»»

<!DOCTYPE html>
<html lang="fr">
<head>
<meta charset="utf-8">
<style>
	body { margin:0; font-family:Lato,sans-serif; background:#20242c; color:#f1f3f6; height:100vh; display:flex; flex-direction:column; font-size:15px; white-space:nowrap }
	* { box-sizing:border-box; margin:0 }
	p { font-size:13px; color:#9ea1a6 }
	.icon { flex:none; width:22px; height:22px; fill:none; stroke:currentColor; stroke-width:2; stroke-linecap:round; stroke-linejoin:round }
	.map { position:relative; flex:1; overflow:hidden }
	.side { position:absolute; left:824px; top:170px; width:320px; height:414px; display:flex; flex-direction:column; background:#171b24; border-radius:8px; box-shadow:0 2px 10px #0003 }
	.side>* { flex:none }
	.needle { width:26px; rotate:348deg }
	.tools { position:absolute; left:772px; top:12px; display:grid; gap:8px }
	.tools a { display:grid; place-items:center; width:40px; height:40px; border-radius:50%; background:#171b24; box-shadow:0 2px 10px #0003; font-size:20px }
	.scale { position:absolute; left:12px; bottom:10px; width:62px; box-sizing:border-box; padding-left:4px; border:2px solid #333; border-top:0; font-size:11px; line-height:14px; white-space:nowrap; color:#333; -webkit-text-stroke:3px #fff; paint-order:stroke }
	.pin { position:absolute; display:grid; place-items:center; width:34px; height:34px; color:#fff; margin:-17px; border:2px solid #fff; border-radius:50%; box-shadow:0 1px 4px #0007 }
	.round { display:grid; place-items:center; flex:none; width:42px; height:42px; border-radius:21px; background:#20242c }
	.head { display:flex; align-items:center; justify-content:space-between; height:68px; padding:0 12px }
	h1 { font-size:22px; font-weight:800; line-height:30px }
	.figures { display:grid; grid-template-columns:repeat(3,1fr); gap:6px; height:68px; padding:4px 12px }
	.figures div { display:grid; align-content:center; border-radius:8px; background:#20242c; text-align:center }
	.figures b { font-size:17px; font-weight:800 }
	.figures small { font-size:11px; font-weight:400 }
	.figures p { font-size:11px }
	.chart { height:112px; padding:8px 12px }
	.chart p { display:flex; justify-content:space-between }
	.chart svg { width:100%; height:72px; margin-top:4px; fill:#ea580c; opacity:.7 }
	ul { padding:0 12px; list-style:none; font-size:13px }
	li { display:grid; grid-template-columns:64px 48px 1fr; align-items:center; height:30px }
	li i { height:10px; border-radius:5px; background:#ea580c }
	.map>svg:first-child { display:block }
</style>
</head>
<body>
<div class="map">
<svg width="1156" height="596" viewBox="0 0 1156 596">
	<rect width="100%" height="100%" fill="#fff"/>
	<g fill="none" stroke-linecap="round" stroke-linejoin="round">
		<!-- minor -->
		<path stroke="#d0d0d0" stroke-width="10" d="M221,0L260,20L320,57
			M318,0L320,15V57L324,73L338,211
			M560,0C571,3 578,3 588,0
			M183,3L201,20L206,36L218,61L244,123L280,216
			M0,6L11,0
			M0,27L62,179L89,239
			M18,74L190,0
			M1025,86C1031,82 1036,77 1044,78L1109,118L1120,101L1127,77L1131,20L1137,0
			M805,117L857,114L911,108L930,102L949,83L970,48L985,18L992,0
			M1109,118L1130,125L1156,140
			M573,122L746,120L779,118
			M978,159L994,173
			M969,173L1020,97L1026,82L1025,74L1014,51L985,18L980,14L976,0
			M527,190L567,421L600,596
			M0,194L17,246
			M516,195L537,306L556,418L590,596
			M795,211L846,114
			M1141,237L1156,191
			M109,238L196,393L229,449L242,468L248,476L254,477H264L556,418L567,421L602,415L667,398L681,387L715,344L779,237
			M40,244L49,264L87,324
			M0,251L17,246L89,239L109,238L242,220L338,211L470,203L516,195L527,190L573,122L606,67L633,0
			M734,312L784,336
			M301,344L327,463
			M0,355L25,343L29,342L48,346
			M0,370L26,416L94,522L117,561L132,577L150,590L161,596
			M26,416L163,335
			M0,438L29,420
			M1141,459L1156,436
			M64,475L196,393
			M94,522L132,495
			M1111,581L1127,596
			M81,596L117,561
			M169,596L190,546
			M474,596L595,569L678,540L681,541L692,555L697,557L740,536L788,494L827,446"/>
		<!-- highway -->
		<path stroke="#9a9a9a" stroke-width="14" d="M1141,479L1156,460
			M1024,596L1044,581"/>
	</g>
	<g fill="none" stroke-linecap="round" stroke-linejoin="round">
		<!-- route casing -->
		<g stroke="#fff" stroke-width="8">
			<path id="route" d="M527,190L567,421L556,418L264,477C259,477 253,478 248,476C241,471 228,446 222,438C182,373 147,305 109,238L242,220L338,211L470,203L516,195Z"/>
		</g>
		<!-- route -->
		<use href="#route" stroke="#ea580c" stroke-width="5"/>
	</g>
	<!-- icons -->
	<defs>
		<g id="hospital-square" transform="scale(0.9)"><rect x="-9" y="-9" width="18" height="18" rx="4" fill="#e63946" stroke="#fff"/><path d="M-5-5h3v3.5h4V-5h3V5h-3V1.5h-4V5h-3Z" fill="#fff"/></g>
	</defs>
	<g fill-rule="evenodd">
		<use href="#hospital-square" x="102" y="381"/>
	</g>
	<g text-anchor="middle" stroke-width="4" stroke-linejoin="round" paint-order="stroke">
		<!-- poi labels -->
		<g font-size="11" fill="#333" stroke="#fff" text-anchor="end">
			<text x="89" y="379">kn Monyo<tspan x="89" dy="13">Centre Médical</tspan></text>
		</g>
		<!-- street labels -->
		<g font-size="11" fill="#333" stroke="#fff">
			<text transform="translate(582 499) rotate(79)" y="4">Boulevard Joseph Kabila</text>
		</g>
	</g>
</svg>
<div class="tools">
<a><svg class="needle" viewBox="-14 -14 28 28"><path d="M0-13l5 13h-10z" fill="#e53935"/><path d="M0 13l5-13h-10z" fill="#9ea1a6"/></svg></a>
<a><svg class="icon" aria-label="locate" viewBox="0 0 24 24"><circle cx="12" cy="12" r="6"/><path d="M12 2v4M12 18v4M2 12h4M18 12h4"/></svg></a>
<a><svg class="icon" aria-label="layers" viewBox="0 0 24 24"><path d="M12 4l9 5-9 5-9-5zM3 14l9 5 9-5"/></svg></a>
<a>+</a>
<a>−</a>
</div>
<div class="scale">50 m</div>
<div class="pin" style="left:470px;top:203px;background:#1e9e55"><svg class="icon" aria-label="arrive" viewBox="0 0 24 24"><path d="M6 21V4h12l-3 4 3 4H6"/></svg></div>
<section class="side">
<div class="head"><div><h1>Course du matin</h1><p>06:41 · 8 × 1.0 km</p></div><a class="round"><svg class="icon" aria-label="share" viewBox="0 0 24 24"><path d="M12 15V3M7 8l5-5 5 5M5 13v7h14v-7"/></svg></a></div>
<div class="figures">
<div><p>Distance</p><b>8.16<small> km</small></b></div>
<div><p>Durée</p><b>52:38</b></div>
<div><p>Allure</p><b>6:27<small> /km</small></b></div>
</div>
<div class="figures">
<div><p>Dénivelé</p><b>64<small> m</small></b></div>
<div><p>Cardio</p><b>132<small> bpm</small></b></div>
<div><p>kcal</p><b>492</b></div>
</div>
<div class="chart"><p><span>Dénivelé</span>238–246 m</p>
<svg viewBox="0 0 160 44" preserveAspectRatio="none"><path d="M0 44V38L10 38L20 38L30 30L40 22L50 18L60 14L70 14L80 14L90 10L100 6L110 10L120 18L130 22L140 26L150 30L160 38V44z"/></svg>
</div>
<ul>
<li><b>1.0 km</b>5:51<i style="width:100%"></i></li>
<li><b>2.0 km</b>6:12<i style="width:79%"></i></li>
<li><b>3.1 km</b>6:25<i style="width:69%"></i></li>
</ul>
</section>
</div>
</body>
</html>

««

** Task details **
Your answer must consist solely of the lines from the top of the entries above through the line containing "position:relative; flex:1; overflow:hidden", copied exactly, both ends included.

** Answer to the exercise **
<!DOCTYPE html>
<html lang="fr">
<head>
<meta charset="utf-8">
<style>
	body { margin:0; font-family:Lato,sans-serif; background:#20242c; color:#f1f3f6; height:100vh; display:flex; flex-direction:column; font-size:15px; white-space:nowrap }
	* { box-sizing:border-box; margin:0 }
	p { font-size:13px; color:#9ea1a6 }
	.icon { flex:none; width:22px; height:22px; fill:none; stroke:currentColor; stroke-width:2; stroke-linecap:round; stroke-linejoin:round }
	.map { position:relative; flex:1; overflow:hidden }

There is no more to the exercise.